Bad Times in Guatemala City
Every once in awhile someone gets the headline wrong.
The headline on Drudge Sunday was, "Guatemala in Uproar After Lawyer Predicts Own Murder." That happened to be the headline on the linked article as well.
But the headline should have read:
Guatemala in Uproar After Lawyer Correctly Predicts Own Murder
His allegations that drug money was being laundered through the presidential offices of the First Lady may have struck a raw nerve with someone.
Rodrigo Rosenberg, a middle-aged Guatemalan lawyer, has become an unlikely YouTube star in macabre circumstances. In a video recorded last Friday at the offices of a friend, he sits behind a desk and talks at the camera for 15 minutes.
"If you are hearing this message," Rosenberg begins, "unfortunately, it is because I have been murdered by the president's private secretary, Gustavo Alejos, and his partner, Gregorio Valdez, with the approval of Álvaro Colom and Sandra de Colom [Guatemala's president and first lady]."
Two days later, on Sunday, Rosenberg was shot while riding his bicycle in Guatemala City. He died on the street.

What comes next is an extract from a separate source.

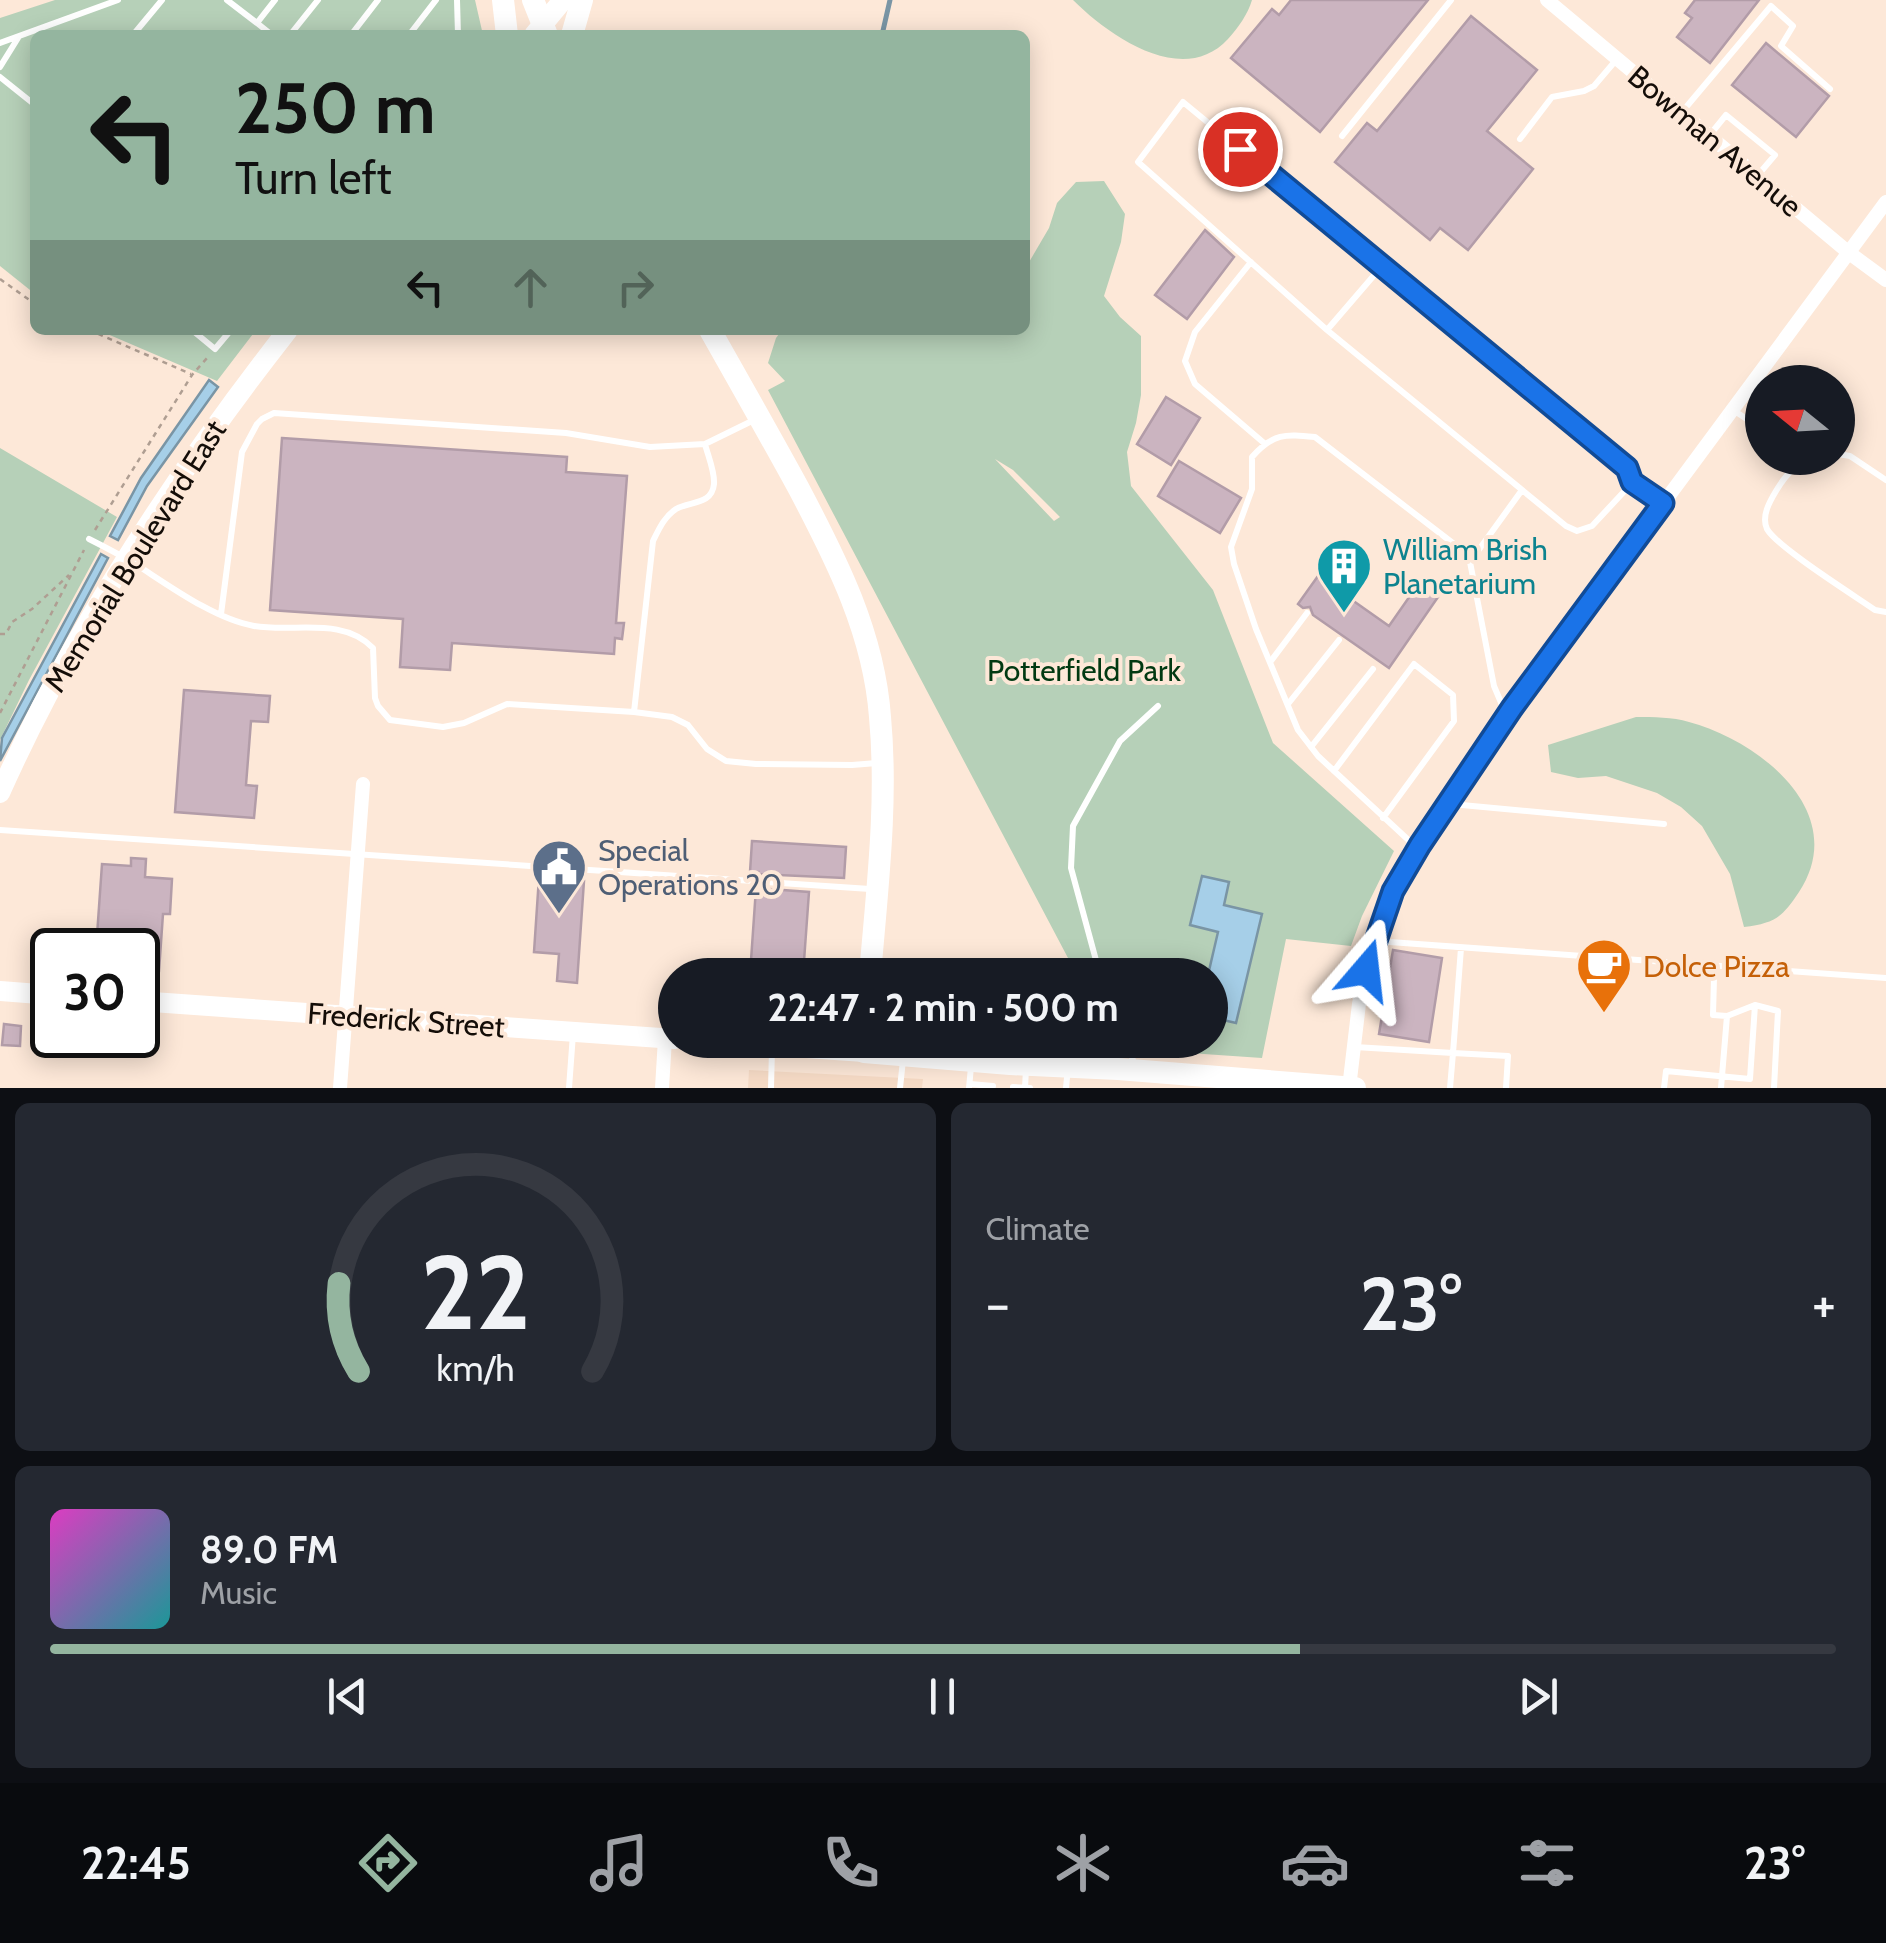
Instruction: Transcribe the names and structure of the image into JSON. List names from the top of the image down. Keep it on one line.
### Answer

Apparently this happened a week ago, by the way. If you are wondering what this guy was doing riding a bicycle in Guatemala City under the circumstances, you are not alone. Of course, there are a lot of bicycle riders in Ciudad de Guatemala; maybe he thought he could blend in with the crowd. Plus, you eliminate the possibility of a car bomb, something not entirely unknown in this beautiful but corrupt city.
And maybe he figured he was marked for death anyway. Why not make it easy?
I've been to Guatemala a couple of times, and love the place, though I prefer the mountain villages. Notwithstanding its reputation as a hotbed of rebellion and drug running, the vast majority of Guatemalans are wonderful, friendly people who would like nothing better than for the hell-raisers to leave town, or get buried in the next inevitable earthquake or mudslide.
I do have a quibble with this story, however, in that the reporter states that "after a brutal military dictatorship lasting nearly 40 years to 1996 ..." That is pure B.S. The people have elected their presidents every four years pretty much most of the second half of the 20th century until today. Some of those presidents have been military men, true, but they had the votes. What happened in 1996 is that the government finally signed a peace agreement formally ending a 36-year war with Marxist insurgents. I guess that's the excuse the Brit reporter needed to declare everything before that "brutal."
The problem with Guatemala is that it is in between the drug-producing nations of South America and the United States, and the drug cartels are increasingly flexing their muscles over the government and social life of several South American countries.
The one thing you can count on is that left-leaning presidents, popularly elected or not, would rather cooperate with the drug lords than fight with them. There's more money in it that way, plus it's healthier than bicycling.